The natural liroconite sample grows on aggregates of older strashimirite and is from the type locality Wheal Gorland at St. Day, Cornwall, UK, from the collection of the National Museum in Prague (cat. no. P1N 26.818). The mine Wheal Gorland is part of the Camborne-Redruth mining district which is situated in Cornwall, the south-western part of Great Britain, approximately 90 km west of Plymouth. The Variscan granitic pluton in Cornwall is peraluminous, and the small granite bodies that host the mineralization, Carn Brea and Carn Marth, are more aluminous than the average Cornubian granite (Charoy, 1986). Several types of ore mineralizations were emplaced in these granitic rocks in Variscan and late Variscan times (Chesley et al., 1993). The last stage of significant mineralogical changes is the pervasive kaolinization, placed in the Cretaceous–Tertiary period (Sheppard, 1977). The kaolin deposits are thought to be trough- or funnel-shaped and may reach depths of 200 m. The copper mine Wheal Gorland is located on the east contact zone of the Carn Marth granite, working within both the intrusion and the altered country rock, known as “killas”. The oxidation zone of this arseniferous copper mine reaches 180 m depth and was the subject of extensive mineral collecting in the late 18th and early 19th centuries.

3 Methods

Powder X-ray diffraction (PXRD) patterns of all samples were collected with a Bruker D8 ADVANCE DaVinci diffractometer (Institute of Geosciences, Friedrich-Schiller University of Jena, Germany) employing CuKα radiation (λ=1.54058 Å). The patterns were collected at room temperature between 5 and 90^∘ 2θ, with a step size of 0.02^∘ 2θ and a time per step of 1.0 s. Lattice parameters were refined with the software TOPAS (Bruker, 2009; Coelho, 2018).
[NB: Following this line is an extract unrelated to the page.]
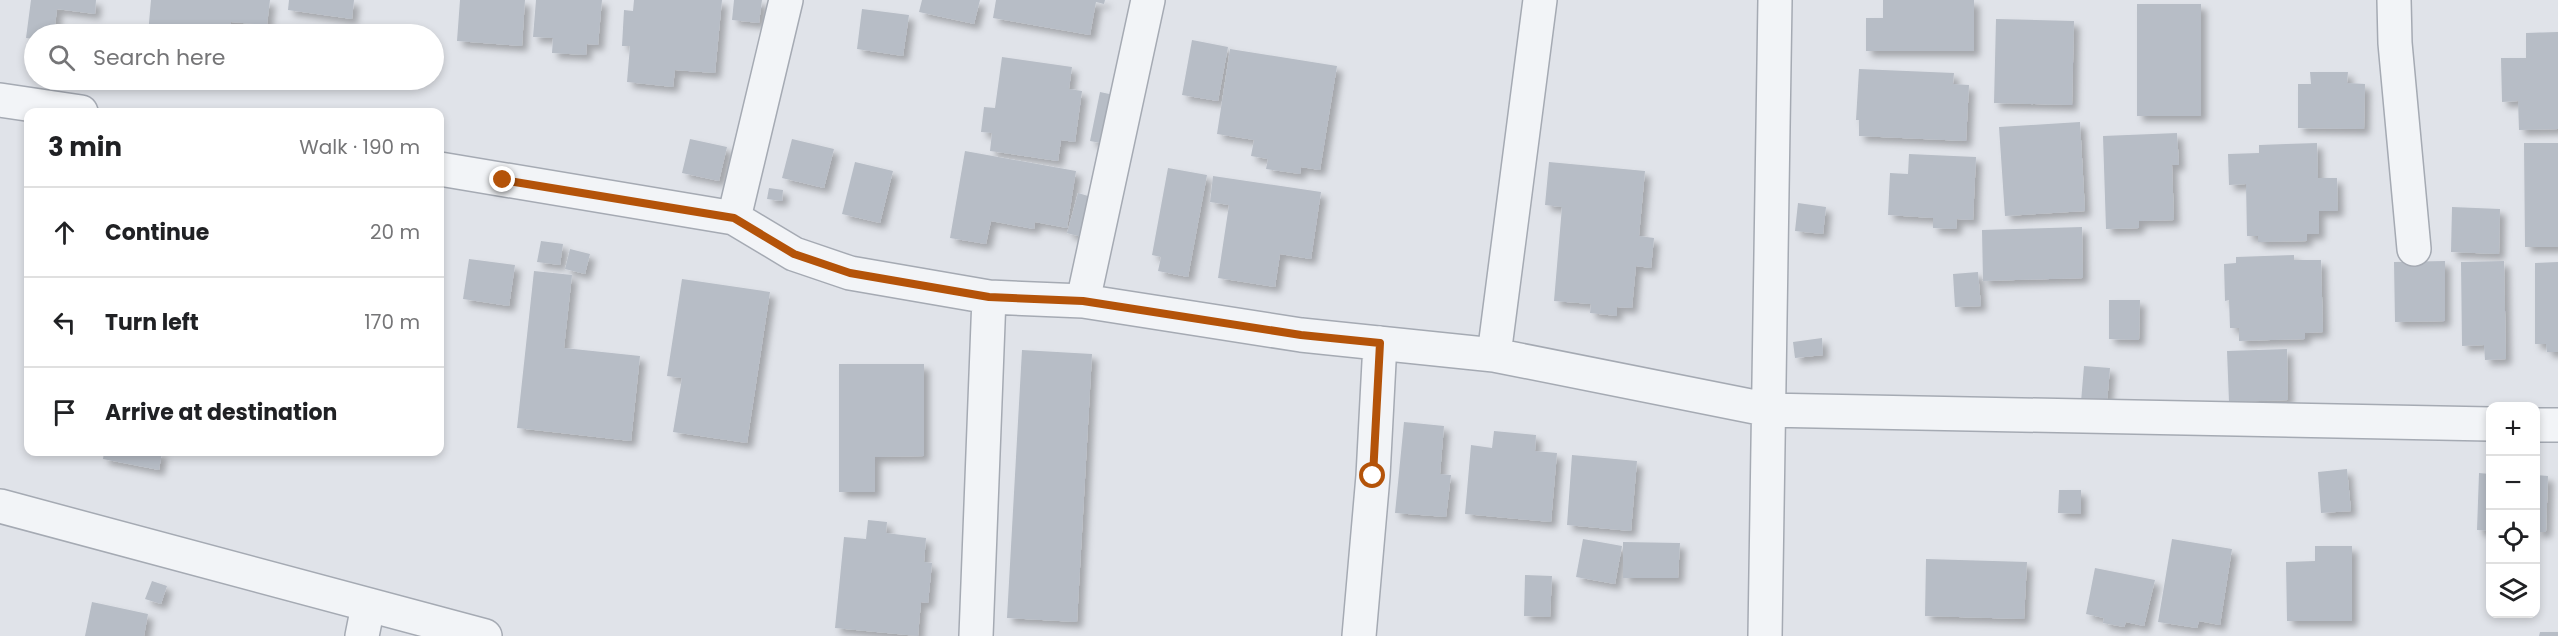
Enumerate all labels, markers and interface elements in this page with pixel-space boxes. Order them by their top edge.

Single-crystal X-ray diffraction data were acquired with a Rigaku SuperNova single-crystal diffractometer (Institute of Physics, ASCR, v.v.i., Prague, Czech Republic) equipped with an Atlas S2 detector and using the mirror-monochromatized MoKα radiation (λ=0.71073 Å) from a microfocus X-ray tube, providing a high-flux brilliant beam. Corrections for background, Lorentz effect and polarization were applied to the data during reduction in the CrysAlis package (Rigaku, 2019). The correction for absorption was carried out using Gaussian correction combined with empirical scaling in the JANA2006 software (Petříček et al., 2014). Single-crystal XRD data were collected for a tabular 0.080 mm × 0.065 mm × 0.045 mm large single crystal of liroconite from Cornwall (also used for calorimetric study). The structure has been solved independently of previous structure investigations (Burns et al., 1991) using a charge-flipping algorithm of the program SHELXT (Sheldrick, 2015) and subsequently treated by the least-squares refinement in JANA2006 (Petříček et al., 2014). Another single-crystal XRD dataset was collected for a fragment of geminite crystal from Jáchymov, of a prismatic shape and approximate dimensions of 0.060 mm × 0.013 mm × 0.009 mm.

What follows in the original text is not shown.